7. Design from patterns to details
Genuine online collaboration has been slow to evolve, with the best examples being Linux (the open source operating system), Firefox, the open source web browser and Wikipedia, the open source encyclopaedia. It is only recently, with the rise of monolithic capitalist gardens such as Google and Facebook and Amazon that the hive mind of the internet is recognising the need to step back and redesign its systems according to new patterns. The push for “Net neutrality” and Tim Berners-Lee’s Solid project are examples of this in action as is the Holo project, a very exciting and truly peer to peer “community of passionate humans building a distributed cloud, owned and run by users like you and me.”
8. Integrate rather than segregate
The move from centralised to decentralised, to distributed and federated technology is a a key element of open source and collaborative technology design. The entire Peer to Peer philosophy is based on the recognition that the connections and relationships between nodes (people or computers) in a network is what gives it strength and value. Collaborative technologists still have a lot to gain from developing deeper and wider integrations, like we see in nature, and which permaculturists know so well.
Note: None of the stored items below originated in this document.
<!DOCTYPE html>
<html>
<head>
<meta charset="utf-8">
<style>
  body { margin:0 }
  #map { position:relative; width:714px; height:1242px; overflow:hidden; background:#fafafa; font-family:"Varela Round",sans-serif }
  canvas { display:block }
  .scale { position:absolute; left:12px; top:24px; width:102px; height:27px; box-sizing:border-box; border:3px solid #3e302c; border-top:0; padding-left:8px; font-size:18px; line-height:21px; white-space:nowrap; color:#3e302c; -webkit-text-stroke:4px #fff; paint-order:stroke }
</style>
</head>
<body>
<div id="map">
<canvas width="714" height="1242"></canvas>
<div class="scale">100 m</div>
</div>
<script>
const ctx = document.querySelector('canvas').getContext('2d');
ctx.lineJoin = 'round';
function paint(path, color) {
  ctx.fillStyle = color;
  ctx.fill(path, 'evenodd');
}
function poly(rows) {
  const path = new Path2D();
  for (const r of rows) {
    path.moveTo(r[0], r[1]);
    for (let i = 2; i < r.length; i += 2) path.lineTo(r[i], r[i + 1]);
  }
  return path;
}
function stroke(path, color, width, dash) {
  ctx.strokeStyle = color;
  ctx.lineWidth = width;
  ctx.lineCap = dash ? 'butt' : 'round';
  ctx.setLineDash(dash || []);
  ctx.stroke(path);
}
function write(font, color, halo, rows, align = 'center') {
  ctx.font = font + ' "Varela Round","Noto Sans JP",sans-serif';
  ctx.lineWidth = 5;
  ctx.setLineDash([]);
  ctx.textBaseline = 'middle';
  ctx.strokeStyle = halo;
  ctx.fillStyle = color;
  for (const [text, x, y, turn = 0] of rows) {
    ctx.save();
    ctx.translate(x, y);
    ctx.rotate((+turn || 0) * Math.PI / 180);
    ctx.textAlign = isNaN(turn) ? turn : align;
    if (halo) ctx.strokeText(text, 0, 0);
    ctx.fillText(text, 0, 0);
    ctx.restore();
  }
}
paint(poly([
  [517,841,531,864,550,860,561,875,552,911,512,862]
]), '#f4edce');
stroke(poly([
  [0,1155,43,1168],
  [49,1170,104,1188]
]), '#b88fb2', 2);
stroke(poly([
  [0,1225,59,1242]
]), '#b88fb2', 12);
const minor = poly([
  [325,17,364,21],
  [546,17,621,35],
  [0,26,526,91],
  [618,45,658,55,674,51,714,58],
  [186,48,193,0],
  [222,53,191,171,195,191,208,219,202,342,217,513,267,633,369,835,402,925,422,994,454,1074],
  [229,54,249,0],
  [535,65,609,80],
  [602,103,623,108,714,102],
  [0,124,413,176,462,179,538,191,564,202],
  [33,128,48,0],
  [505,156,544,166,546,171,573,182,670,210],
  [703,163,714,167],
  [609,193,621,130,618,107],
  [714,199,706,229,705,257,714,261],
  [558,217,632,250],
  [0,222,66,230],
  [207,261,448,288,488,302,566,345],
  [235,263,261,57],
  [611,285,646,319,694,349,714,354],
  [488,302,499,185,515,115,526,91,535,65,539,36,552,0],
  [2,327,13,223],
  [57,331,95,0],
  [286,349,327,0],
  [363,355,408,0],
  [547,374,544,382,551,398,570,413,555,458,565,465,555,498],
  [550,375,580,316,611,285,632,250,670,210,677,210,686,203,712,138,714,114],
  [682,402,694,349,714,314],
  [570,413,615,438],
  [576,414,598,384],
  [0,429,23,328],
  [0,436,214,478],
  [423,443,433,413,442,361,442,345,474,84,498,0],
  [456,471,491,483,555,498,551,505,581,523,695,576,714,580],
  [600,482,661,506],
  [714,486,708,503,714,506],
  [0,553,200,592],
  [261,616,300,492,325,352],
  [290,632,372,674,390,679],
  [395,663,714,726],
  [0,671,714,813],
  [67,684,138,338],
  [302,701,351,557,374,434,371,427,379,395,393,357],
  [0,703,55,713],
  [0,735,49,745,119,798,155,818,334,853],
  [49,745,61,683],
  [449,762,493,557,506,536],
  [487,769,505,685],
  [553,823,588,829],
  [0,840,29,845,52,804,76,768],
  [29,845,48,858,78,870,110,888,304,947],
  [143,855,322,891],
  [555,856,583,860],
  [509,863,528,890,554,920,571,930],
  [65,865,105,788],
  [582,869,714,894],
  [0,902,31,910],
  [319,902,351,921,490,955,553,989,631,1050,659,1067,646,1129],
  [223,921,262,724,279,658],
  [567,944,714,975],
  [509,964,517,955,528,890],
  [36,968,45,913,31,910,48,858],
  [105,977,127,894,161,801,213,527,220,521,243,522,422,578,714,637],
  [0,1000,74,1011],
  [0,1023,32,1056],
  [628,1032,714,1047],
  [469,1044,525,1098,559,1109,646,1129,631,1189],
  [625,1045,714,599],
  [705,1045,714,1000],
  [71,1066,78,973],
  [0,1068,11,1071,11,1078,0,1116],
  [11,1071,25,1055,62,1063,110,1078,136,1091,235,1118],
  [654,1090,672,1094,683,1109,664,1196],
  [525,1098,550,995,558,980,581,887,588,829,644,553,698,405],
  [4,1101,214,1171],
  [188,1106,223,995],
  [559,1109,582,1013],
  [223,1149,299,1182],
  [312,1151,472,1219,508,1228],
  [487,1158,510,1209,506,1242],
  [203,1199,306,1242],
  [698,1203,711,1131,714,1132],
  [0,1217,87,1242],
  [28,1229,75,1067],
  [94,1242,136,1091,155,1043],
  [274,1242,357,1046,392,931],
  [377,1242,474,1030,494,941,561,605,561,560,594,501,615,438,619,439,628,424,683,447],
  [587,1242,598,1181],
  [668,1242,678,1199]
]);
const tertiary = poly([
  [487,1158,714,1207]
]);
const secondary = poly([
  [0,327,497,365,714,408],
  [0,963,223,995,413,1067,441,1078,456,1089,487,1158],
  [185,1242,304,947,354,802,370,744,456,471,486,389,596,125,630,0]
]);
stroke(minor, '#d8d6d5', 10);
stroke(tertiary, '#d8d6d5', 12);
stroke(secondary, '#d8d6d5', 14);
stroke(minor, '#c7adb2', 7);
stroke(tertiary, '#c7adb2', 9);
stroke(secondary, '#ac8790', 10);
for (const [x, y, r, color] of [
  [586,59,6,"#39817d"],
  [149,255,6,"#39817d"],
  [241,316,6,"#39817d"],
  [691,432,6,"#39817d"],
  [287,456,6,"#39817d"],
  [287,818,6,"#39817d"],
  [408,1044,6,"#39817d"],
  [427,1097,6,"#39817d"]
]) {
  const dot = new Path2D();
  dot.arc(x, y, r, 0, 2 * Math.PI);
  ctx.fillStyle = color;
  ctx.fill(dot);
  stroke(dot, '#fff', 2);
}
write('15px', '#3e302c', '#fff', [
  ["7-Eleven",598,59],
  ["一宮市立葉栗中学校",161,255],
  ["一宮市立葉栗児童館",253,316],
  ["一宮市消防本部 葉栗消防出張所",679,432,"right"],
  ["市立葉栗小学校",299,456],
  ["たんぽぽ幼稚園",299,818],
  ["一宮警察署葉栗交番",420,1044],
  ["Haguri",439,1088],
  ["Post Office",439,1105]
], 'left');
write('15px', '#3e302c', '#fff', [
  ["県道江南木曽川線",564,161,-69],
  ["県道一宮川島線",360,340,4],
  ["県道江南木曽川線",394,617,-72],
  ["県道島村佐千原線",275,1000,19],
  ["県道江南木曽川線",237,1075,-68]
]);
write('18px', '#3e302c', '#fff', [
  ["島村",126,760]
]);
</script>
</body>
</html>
9. Use small and slow solutions
Designing a computer system to be slow is not something you will normally (ever?) hear a programmer talk about but they often talk about small, in many guises. Small packages (of code), small apps, “minified” (meaning compressed) code and even small computers, like the Raspberry Pi are key features of collaborative technology which all aim for increased efficiency.
10. Use and value diversity
Diversity is intrinsic to open source and collaborative technology. The plurality and adaptability of open source solutions ensures a highly diverse ecosystem. Users are free to adapt open source code to their needs and the open nature of most open source projects values contributions from anyone, irrespective of race, gender, age or any other factor. It is true that the majority of contributors to open source projects are normally young, white and male but the reasons for that seem more to do with societal inequalities and stereotypes rather than any specific prejudices or practices.
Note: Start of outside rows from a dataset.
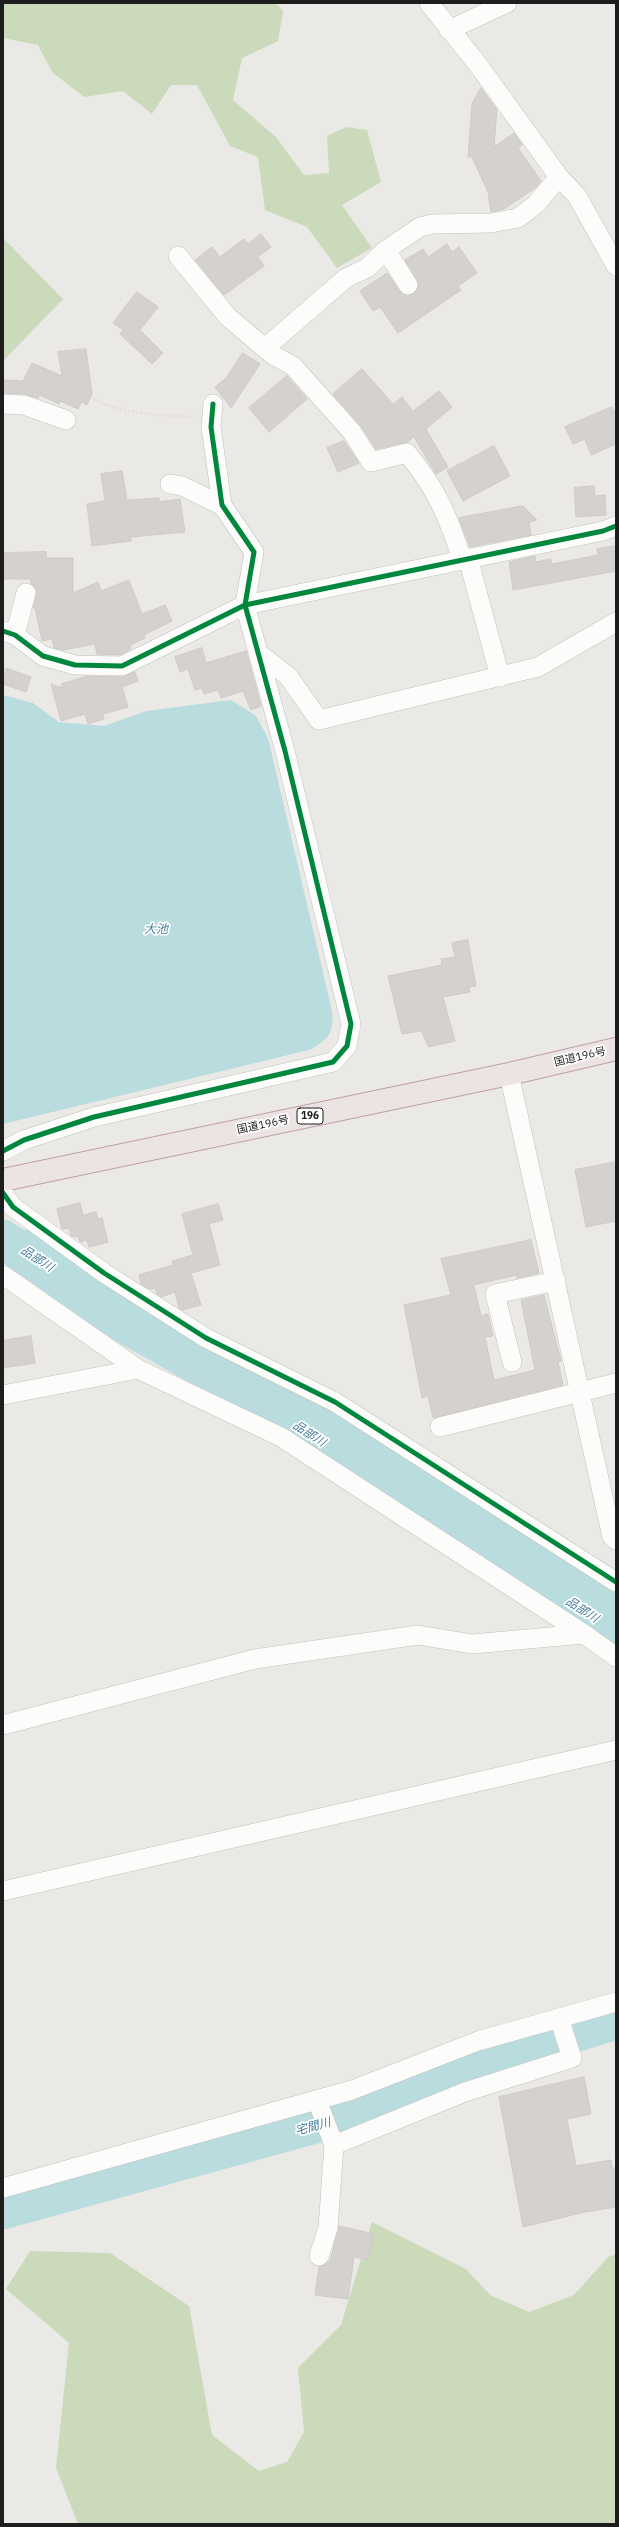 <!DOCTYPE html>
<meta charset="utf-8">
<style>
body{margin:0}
#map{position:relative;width:619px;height:2527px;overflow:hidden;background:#ebe9e6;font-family:"IBM Plex Sans",sans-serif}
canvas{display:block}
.frame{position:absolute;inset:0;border:4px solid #1d1d1d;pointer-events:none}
</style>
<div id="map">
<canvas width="619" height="2527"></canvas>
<div class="frame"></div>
</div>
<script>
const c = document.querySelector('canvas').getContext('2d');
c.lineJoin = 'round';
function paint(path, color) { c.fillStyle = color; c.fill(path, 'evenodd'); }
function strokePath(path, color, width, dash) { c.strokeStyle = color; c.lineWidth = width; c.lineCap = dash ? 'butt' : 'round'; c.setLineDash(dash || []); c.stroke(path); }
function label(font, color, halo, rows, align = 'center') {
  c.font = font + ' "IBM Plex Sans","Noto Sans JP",sans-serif'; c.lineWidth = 3.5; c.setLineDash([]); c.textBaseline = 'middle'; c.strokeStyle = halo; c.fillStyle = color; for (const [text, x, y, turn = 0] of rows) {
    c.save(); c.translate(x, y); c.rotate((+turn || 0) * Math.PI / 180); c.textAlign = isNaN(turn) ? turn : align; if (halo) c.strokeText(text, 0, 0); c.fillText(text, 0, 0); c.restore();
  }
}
paint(new Path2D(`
 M3,3H276L283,11L278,41L242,58L233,100L276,137L304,175L329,173L327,136L346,127L367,130L381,182L342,205L372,248L337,268L307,227L265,210L258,157L230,146L197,85H171L152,114L123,91L84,97L52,72L38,45L3,38Z
 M3,238L63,299L3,361Z
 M372,2222L466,2269L490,2295L529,2312L574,2295L608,2257L616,2254V2524H78L56,2468L69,2343L6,2289L30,2251L110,2253L189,2306L212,2435L259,2471L287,2462L304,2432L298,2368L341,2325Z`), '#cadabb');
paint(new Path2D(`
 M3,695L33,703L59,722L104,726L146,711L231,700L256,716L268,738L332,1011C334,1033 329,1040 309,1050L3,1124Z
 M28,1229L340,1413L616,1590V1652L224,1402L114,1340L3,1263V1242Z`), '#b9dcdf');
strokePath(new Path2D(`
 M3,1237L48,1265
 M3,2212L345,2118L517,2053L616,2022`), '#b9dcdf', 35);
const building = new Path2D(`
 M481,88L497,110L494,147L514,133L522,145L518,148L541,181L534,189L504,209L491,212L488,192L472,157H468L472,104Z
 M261,234L271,247L258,257L264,266L224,295L195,260L212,247L220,257L244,239L248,244Z
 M447,244L452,252L459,247L477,273L458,286L461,290L398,333L380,307L373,311L360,291L387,273L403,294H414L419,284L405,260L423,249L428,257Z
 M137,292L158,307L140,330L163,353L152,364L120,334L123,330L113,323Z
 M86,349L92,394L87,405L82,402L78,409L60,401L59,404L40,395L38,398L25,394L3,393V380L23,381L32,363L62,376L58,352Z
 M243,353L260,364L231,408L215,387L226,378Z
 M362,369L393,404L402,397L413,411L439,391L452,407L426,429L448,467L436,474L414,437L408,442L376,449L360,425L333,394Z
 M287,376L307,399L269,432L249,408Z
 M612,407L616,415V444L591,455L585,439L573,444L565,427Z
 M344,441L359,463L338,472L327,448Z
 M494,446L510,476L463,501L447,471Z
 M122,471L127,500L159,498V502L180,499L185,532L131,537V541L92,546L87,504L105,501L101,474Z
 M594,486L595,496L605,495L606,515L576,517L574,488Z
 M523,506L537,520L529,522L531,535L470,547L459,518Z
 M616,546V571L513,590L509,562L535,556L536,562L551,559L552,564L598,555L597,549Z
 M46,552V558H73V593L98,582L101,591L129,580L142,614L165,605L172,621L144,635L145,638L130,645L131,649L120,655L97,654L95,644L63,650L54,648L52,639L42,641L35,608H33L37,590L31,584V579H3V553Z
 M202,648L206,663L246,651L261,706L251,710L243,691L221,698L218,690L204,694L202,688L195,690L188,669L180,672L175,657Z
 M6,668L31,677L26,692L3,684Z
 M135,672L138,681L122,687L128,707L103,714L104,719L88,724L85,714L61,721L51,684L62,688L61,684L87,676L122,677Z
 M468,940L476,986L469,987L470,992L443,997L455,1041L429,1047L421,1031L402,1034L388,976L442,965L441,959L455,957L452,943Z
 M616,1162V1221L586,1227L575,1170Z
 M80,1203L83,1215L96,1212L98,1219L102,1218L108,1242L89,1247L87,1240L80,1242L78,1237L71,1236L69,1228L62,1229L57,1209Z
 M218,1204L223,1220L209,1224L220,1265L191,1273L201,1305L183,1310L179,1308L175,1292L161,1297L157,1294L155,1288L150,1289L141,1284L139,1275L173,1265L172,1261L193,1255L182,1214Z
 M531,1240L539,1273L517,1278L516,1275L474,1285L481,1316L488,1314L493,1336L485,1337L494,1380L535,1370L521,1300L544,1295L561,1361L558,1362L563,1385L433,1418L428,1396L422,1398L404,1305L451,1295L441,1259Z
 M31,1336L35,1363L3,1368V1341Z
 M584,2077L591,2114L567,2119L576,2166L611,2160L612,2168H616V2207L585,2212L523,2227L499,2097Z
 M339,2226L374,2234L368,2260L354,2257L348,2299L315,2295L319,2267L330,2261Z`);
paint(building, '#d4d1ce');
strokePath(building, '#cecac7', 1);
const minor = new Path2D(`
 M429,3L479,66L559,177L577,196L616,266
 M449,30L507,3
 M386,250L408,285
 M178,256L228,317L273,355L293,366L352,432L371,462L407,453C436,488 448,516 462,559
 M265,348L346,278L367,268L386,250L420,227L432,224L491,223L518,218L536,204L559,177
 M3,404L24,405L66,420
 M170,484L182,486L223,506
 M468,558L500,677
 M3,631L15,635L43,656L75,665L122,666L245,605L603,531L616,526
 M15,635L26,593
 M258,653L288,676L319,720L538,667L616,622
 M509,1074L612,1537L616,1540
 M3,1151L24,1140L94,1117L333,1062L347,1046L351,1024L285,751L245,605L254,552L222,505L211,427L213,404
 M3,1193L13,1207L104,1273L206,1338L335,1402L616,1582
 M3,1275L138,1369L281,1437L584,1634L616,1657
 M512,1362L495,1294L556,1281
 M3,1395L138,1369
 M440,1427L616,1383
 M3,1725L255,1659L418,1635L472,1644L584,1634
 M3,1891L616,1750
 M317,2100L334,2145
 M3,2188L352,2090L478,2041L616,2002
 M319,2256L328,2228L334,2145L465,2092L572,2058L559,2018`);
const trunk = new Path2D(`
 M3,1180L509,1074L616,1049`);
strokePath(minor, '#c2c1c0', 20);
strokePath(trunk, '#c19dad', 24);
strokePath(new Path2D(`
 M94,399C124,415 161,415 193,417`), '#ead9d9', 2.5, [2, 2]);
strokePath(minor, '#fcfcfb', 19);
strokePath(trunk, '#ece4e2', 22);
strokePath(new Path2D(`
 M3,631L15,635L43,656L75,665L122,666L245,605L603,531L616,526
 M3,1151L24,1140L94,1117L333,1062L347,1046L351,1024L285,751L245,605L254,552L222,505L211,427L213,404
 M3,1193L13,1207L104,1273L206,1338L335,1402L616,1582`), '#00873e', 5);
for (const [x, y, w] of [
 [310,1116,26]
]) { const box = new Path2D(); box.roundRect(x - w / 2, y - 8, w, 16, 3); c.fillStyle = '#fff'; c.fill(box); strokePath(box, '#1d1d1d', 1); }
label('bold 10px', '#1d1d1d', null, [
 ["196",310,1116]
]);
label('11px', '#1d1d1d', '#fff', [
 ["国道196号",580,1057,-13],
 ["国道196号",263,1125,-12]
]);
label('italic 12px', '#447d9c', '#fff', [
 ["大池",156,930],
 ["品部川",37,1259,33],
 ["品部川",309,1434,33],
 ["品部川",582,1610,33],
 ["宅間川",313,2127,-15]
]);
</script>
11. Use edges and value the marginal
The explanation of this principle places most value on “the interface between things…” and this is a central component of web design. Web services have now realised the necessity of providing intuitive user interfaces, to allow users to navigate complex data and to investigate deeper informational relationships but, more interestingly the latest developments in linked open data enable users to interface with more specific, more granular and more timely data to provide increase value. The Internet Of Things will facilitate a massive increase in the number and type of products which can interact over the internet. Whilst it is not the norm, drawing diverse information from the edges and valuing the marginal is something the open internet can really facilitate.
12. Creatively use and response to change
Most open source, collaborative projects use some kind of agile development, which advocates adaptive planning, evolutionary development, early delivery, and continuous improvement, and encourages rapid and flexible response to change. Permaculture and open source see eye to eye on this principle which bodes very well for a growing, symbiotic relationship in our rapidly evolving world.